Welcome to the forum. I have played guitar since age 14, so I get where you are coming from. I am 55 now though. I had played in many bands over the years and cut back significantly when my career was taking up more time and helping my bass player load his gear in his truck at 2am after a gig was getting old. 

 

I am asking kind of the same questions. I have two Hughes and Kettner Grandmeisters to run stereo. Each go in to their respective 2x12 cabinets with V30s. This was kind of a downsize since I previously had a Hughes & Kettner Triamp with a 4x12 cabinet and it was just too heavy and too loud for my needs. I had a small rack of effects with that amp set up and sold all of it for the Helix. Now, I am getting some pretty good tones with the Helix, but running into the two Grandmeisters is bringing up the same issues of all of this extra gear that I really do not need. So, I find myself just running into my studio monitors from the Helix these days and love the tone I get with the IRs in the Helix. The Grandmeisters are great and have true tube tone, but I just spent some money re-tubing one of them and it reminds me of the fickleness of tube amps and with the Helix, I can have a pedal on the floor and two cables running to my studio set up. I am also considering selling one Grandmeister and putting the other in storage and just using the Helix with studio monitors but am thinking of getting two PC+ 112s to run in stereo. 

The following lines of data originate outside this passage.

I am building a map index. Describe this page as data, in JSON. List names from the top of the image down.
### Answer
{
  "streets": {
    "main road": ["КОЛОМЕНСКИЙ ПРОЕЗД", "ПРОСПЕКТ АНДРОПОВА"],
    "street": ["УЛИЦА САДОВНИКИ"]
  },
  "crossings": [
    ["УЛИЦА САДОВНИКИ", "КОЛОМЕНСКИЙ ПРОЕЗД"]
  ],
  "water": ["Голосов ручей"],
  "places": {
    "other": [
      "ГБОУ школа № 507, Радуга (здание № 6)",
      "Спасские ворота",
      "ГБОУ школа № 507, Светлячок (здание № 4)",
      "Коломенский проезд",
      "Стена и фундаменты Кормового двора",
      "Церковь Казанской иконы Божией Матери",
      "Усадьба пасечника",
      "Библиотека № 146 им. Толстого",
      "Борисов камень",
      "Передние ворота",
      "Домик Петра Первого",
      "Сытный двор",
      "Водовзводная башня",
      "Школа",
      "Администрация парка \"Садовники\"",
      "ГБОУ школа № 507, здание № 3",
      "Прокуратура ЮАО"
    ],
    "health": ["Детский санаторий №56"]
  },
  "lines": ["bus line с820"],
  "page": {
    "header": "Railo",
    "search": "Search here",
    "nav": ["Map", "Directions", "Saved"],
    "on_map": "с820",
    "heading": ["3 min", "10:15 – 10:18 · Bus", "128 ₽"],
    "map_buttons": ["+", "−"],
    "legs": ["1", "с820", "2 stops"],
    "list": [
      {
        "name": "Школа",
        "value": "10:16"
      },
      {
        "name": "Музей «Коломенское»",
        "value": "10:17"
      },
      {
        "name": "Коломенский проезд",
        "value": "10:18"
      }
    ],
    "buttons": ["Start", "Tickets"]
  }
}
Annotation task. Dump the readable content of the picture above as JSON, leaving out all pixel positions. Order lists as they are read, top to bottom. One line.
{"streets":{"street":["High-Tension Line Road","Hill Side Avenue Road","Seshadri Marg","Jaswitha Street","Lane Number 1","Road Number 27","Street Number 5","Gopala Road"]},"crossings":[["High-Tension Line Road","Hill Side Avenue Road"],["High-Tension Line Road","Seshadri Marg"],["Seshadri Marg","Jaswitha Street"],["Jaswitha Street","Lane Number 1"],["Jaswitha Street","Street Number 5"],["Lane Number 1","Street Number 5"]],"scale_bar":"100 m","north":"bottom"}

Not sure what others think about this. I started a post about this earlier today and hoping to hear some ideas. 

 

To answer your question. I do not think this technology is going anywhere. The only thing I see happening in the future is that the Helix might get a hardware upgrade with more DSP power and that would mean people selling off their current Helix and going with a new one, but most would stay with the Helix since they are familiar with it. I would think the Power Cabs would stay the same and would only get software upgrades and should be around for a while. 

 

I have been around this scene for a long time and I have been a tube snob for years, having gotten really frustrated with the POD XT Live and the Vetta, but when I tried the Helix, I realized we were in to new territory. Now a lot of people that I know that were true tone purists are playing Kemper or Helix and some are eagerly awaiting the Quad Cortex by Neural DSP. That will have four DSP engines compared to Helix's two. A much smaller footprint than the Helix. Some great effects, good models and the ability to do amp profiling. But, does not have the routing power of the Helix yet and is limited in a lot of areas that Helix still rules on. Plus, all of the companies that are moving in this direction have used Line 6 as the template because they were the first, so no... this stuff is not going away. I will stick around because the future looks really bright for some amazing things. Remember, just because Helix has a lot of things it can do does not mean you need to use it all. A swiss army knife is usually good for the knife, but the screwdrivers and can opener do come in handy now and then.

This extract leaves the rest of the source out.